◆ **Your task**
With the pictures removed, the data below must be transcribed in full and exactly.

◆ **Data listing**
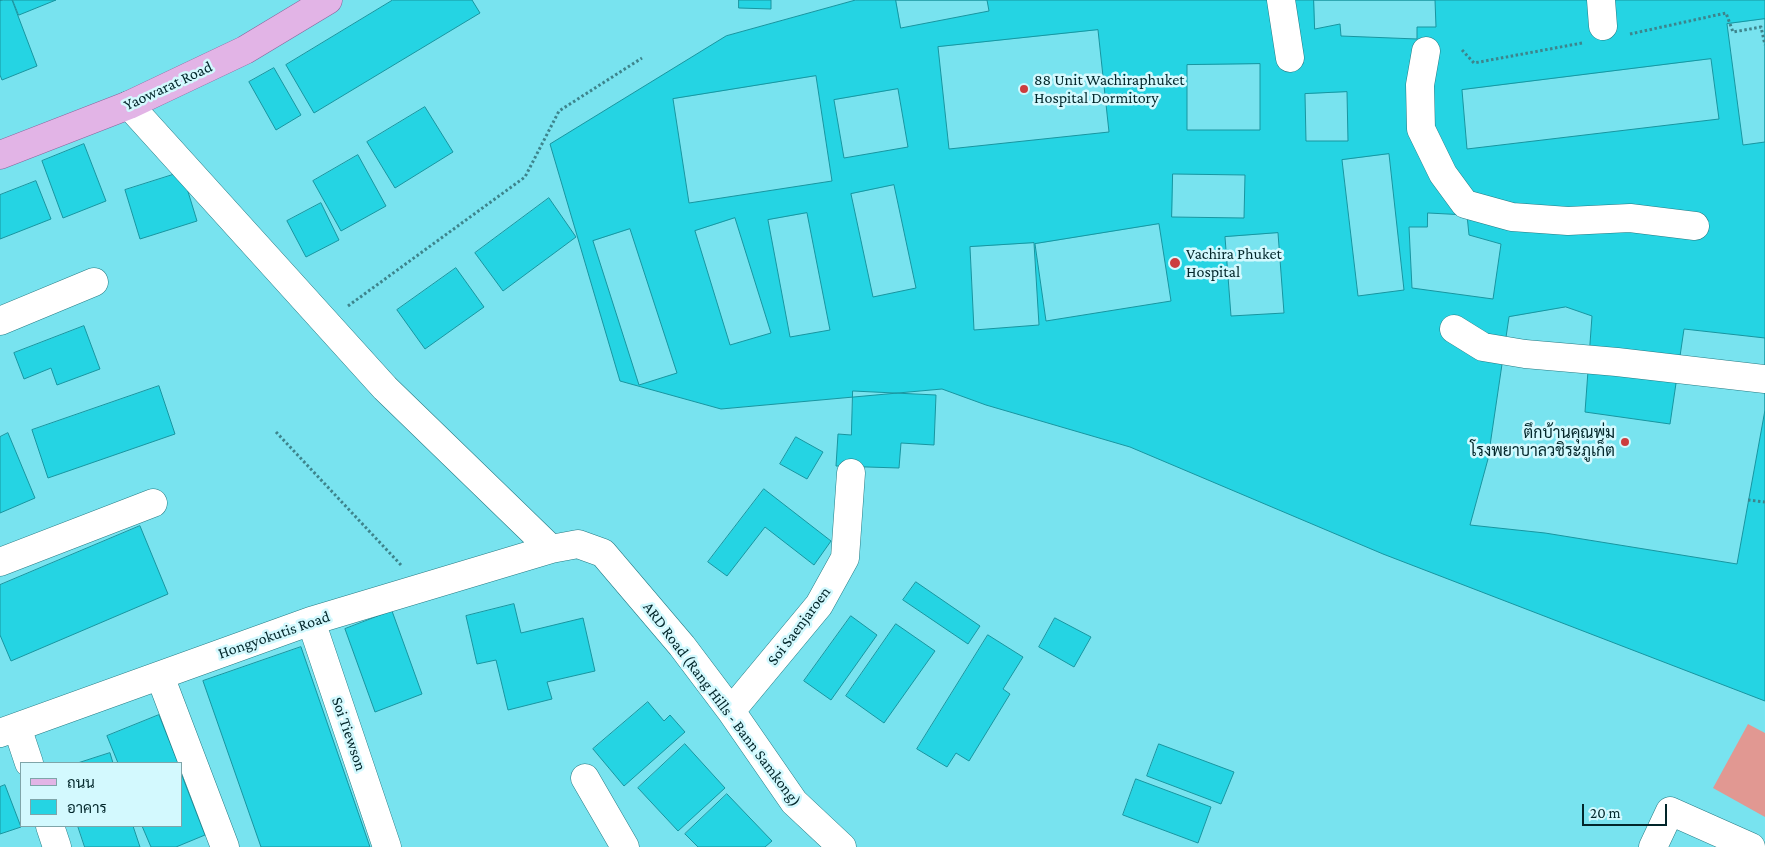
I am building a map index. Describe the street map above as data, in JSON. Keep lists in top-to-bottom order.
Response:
{
  "streets": {
    "main road": ["Yaowarat Road"],
    "street": [
      "Soi Saenjaroen",
      "Hongyokutis Road",
      "ARD Road (Rang Hills - Bann Samkong)",
      "Soi Tiewson"
    ]
  },
  "crossings": [
    ["Soi Saenjaroen", "ARD Road (Rang Hills - Bann Samkong)"],
    ["Hongyokutis Road", "ARD Road (Rang Hills - Bann Samkong)"],
    ["Hongyokutis Road", "Soi Tiewson"]
  ],
  "places": ["88 Unit Wachiraphuket Hospital Dormitory", "Vachira Phuket Hospital", "ตึกบ้านคุณพุ่ม โรงพยาบาลวชิระภูเก็ต"],
  "legend": ["ถนน", "อาคาร"],
  "scale_bar": "20 m"
}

◆ **Result of the exercise**
I am building a map index. Describe the street map above as data, in JSON. Keep lists in top-to-bottom order.
Response:
{
  "streets": {
    "main road": ["Yaowarat Road"],
    "street": [
      "Soi Saenjaroen",
      "Hongyokutis Road",
      "ARD Road (Rang Hills - Bann Samkong)",
      "Soi Tiewson"
    ]
  },
  "crossings": [
    ["Soi Saenjaroen", "ARD Road (Rang Hills - Bann Samkong)"],
    ["Hongyokutis Road", "ARD Road (Rang Hills - Bann Samkong)"],
    ["Hongyokutis Road", "Soi Tiewson"]
  ],
  "places": ["88 Unit Wachiraphuket Hospital Dormitory", "Vachira Phuket Hospital", "ตึกบ้านคุณพุ่ม โรงพยาบาลวชิระภูเก็ต"],
  "legend": ["ถนน", "อาคาร"],
  "scale_bar": "20 m"
}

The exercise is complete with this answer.